[[ DATA SHOWN open ]]

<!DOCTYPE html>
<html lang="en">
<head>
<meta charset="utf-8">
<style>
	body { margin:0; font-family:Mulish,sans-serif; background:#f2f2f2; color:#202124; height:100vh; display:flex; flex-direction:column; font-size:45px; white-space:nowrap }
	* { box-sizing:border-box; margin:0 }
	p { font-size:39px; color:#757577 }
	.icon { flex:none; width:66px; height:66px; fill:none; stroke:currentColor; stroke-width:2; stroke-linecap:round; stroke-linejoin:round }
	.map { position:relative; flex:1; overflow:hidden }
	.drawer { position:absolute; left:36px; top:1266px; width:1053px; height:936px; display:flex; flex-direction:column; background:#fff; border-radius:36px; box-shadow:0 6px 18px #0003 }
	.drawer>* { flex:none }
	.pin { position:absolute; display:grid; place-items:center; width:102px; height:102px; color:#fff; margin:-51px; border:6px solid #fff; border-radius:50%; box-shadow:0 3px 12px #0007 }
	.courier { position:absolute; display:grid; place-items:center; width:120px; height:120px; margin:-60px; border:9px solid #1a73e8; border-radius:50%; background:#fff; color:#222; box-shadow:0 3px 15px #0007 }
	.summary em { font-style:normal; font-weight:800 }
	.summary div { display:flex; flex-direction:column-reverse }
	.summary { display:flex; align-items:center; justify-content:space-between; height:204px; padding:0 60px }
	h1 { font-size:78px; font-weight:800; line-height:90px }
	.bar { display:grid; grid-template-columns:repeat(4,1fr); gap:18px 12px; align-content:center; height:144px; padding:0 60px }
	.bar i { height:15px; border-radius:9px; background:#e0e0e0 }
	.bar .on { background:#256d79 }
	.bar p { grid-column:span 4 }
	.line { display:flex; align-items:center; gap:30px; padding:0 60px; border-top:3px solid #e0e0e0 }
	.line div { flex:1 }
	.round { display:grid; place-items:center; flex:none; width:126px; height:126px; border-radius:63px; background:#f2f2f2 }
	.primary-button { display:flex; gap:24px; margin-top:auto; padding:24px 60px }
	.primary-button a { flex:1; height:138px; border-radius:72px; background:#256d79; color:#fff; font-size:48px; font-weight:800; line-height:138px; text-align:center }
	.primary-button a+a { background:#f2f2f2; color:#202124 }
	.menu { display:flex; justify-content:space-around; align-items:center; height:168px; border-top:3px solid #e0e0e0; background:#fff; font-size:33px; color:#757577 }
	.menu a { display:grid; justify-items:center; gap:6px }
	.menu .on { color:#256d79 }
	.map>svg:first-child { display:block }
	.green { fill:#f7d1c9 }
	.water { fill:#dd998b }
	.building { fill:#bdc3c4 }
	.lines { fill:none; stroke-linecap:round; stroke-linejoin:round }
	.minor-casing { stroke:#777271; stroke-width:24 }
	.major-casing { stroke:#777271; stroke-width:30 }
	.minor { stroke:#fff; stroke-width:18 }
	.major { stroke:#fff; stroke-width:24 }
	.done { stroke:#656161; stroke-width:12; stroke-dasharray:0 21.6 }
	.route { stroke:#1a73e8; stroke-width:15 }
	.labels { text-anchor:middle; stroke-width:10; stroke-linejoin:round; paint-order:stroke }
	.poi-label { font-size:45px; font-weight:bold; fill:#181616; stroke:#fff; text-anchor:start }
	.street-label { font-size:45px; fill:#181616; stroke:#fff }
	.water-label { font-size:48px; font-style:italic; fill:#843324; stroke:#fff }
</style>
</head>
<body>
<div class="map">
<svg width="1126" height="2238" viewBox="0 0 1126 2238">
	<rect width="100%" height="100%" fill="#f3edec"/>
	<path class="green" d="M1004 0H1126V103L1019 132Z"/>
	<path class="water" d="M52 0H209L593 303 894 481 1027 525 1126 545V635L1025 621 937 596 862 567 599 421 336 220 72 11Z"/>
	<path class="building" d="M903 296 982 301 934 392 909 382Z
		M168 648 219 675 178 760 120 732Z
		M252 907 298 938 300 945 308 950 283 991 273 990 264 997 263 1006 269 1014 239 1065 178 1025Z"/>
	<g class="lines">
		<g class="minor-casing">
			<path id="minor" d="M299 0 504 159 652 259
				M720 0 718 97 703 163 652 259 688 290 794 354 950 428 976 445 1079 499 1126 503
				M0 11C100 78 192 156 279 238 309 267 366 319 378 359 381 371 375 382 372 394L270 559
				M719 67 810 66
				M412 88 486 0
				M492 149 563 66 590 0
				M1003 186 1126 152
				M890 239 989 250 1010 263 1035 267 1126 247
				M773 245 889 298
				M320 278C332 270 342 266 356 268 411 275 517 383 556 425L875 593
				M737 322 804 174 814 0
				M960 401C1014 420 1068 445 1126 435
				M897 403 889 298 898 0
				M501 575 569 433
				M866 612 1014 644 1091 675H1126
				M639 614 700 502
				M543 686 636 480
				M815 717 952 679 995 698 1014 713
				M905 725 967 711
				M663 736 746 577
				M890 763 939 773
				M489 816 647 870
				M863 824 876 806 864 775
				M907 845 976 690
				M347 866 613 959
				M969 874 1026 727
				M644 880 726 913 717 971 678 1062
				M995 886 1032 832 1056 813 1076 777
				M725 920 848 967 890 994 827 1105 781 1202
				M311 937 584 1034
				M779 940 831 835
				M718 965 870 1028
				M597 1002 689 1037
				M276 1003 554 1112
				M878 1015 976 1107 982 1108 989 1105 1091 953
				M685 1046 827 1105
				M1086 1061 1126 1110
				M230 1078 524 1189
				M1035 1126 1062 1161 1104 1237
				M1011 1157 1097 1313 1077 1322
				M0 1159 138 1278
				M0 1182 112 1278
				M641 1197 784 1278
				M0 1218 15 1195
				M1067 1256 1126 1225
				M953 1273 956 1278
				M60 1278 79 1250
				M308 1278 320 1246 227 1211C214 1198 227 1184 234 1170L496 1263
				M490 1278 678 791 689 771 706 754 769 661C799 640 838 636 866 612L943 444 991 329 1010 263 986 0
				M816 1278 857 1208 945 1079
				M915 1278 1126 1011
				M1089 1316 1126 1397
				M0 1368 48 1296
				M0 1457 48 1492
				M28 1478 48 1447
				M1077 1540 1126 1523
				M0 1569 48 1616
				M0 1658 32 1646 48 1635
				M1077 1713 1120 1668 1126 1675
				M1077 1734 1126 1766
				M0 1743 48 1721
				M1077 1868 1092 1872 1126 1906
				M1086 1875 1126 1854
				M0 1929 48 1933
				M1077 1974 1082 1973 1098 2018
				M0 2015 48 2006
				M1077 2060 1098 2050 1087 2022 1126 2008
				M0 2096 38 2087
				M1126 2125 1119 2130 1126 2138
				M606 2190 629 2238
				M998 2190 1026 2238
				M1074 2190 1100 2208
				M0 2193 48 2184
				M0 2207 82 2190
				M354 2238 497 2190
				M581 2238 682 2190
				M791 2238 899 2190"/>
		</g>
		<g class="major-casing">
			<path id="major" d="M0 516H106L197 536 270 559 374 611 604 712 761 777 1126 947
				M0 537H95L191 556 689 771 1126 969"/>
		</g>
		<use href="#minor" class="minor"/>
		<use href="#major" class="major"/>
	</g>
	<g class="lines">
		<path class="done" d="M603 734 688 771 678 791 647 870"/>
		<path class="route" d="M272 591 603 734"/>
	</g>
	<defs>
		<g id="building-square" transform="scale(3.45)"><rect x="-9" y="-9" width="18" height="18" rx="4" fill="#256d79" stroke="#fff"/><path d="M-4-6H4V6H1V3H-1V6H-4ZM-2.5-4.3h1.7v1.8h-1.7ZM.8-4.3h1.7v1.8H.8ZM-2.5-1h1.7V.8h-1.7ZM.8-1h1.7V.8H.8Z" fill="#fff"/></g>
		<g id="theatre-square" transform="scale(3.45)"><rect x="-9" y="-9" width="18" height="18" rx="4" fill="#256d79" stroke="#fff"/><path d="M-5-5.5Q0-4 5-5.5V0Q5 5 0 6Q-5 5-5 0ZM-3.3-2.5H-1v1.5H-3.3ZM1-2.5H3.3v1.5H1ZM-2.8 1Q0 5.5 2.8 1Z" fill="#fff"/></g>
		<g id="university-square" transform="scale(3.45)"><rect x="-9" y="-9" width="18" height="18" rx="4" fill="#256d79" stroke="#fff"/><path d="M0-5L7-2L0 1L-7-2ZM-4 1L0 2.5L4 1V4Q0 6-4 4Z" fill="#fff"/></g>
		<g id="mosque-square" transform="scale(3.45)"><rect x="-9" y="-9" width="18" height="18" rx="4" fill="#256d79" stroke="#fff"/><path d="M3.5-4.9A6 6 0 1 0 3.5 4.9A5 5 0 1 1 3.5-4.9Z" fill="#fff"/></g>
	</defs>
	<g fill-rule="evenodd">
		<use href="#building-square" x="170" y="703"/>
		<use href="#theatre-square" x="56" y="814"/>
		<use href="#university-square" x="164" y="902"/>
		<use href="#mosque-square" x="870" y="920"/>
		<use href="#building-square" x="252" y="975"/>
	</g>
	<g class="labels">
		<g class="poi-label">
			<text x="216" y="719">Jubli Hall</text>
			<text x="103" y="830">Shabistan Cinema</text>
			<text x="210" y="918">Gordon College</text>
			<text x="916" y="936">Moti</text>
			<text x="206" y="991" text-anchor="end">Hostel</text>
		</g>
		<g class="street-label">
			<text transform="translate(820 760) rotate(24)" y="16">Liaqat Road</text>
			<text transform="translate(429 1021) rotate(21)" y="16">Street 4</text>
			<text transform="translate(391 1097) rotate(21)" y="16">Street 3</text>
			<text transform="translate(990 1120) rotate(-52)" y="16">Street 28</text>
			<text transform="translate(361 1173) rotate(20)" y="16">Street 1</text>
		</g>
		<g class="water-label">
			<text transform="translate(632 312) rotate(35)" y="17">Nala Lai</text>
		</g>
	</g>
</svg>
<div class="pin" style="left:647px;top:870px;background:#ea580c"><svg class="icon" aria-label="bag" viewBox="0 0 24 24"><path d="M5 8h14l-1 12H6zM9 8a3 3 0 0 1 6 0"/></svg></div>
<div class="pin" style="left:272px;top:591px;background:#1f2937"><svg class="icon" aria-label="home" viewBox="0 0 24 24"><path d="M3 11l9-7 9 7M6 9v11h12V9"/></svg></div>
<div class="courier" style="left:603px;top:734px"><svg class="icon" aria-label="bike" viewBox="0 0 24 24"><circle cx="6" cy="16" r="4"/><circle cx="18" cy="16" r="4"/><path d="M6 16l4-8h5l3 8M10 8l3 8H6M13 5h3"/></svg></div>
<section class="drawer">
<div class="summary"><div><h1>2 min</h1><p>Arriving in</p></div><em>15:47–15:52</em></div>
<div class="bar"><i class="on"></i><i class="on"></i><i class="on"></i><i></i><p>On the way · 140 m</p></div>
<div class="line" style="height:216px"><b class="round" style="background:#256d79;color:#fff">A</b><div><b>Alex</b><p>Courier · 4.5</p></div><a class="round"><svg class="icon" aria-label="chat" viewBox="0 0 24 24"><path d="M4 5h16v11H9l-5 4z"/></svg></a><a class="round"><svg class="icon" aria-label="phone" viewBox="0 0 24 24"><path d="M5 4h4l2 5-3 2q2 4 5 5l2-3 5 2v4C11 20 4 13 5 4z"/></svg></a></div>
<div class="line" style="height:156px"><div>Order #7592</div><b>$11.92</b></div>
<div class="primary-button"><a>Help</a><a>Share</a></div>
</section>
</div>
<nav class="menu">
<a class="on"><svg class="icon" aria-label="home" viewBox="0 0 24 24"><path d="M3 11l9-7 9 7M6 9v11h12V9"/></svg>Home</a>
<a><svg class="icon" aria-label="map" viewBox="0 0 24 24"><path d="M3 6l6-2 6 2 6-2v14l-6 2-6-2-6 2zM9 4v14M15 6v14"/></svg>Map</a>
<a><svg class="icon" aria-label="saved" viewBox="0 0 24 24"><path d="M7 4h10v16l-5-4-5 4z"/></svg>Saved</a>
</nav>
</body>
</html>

[[ DATA SHOWN closed ]]

ACTION ITEM:
Report the number of lines in the entries above that include the string "linecap". Give nothing but the number.

FINISHED TASK:
2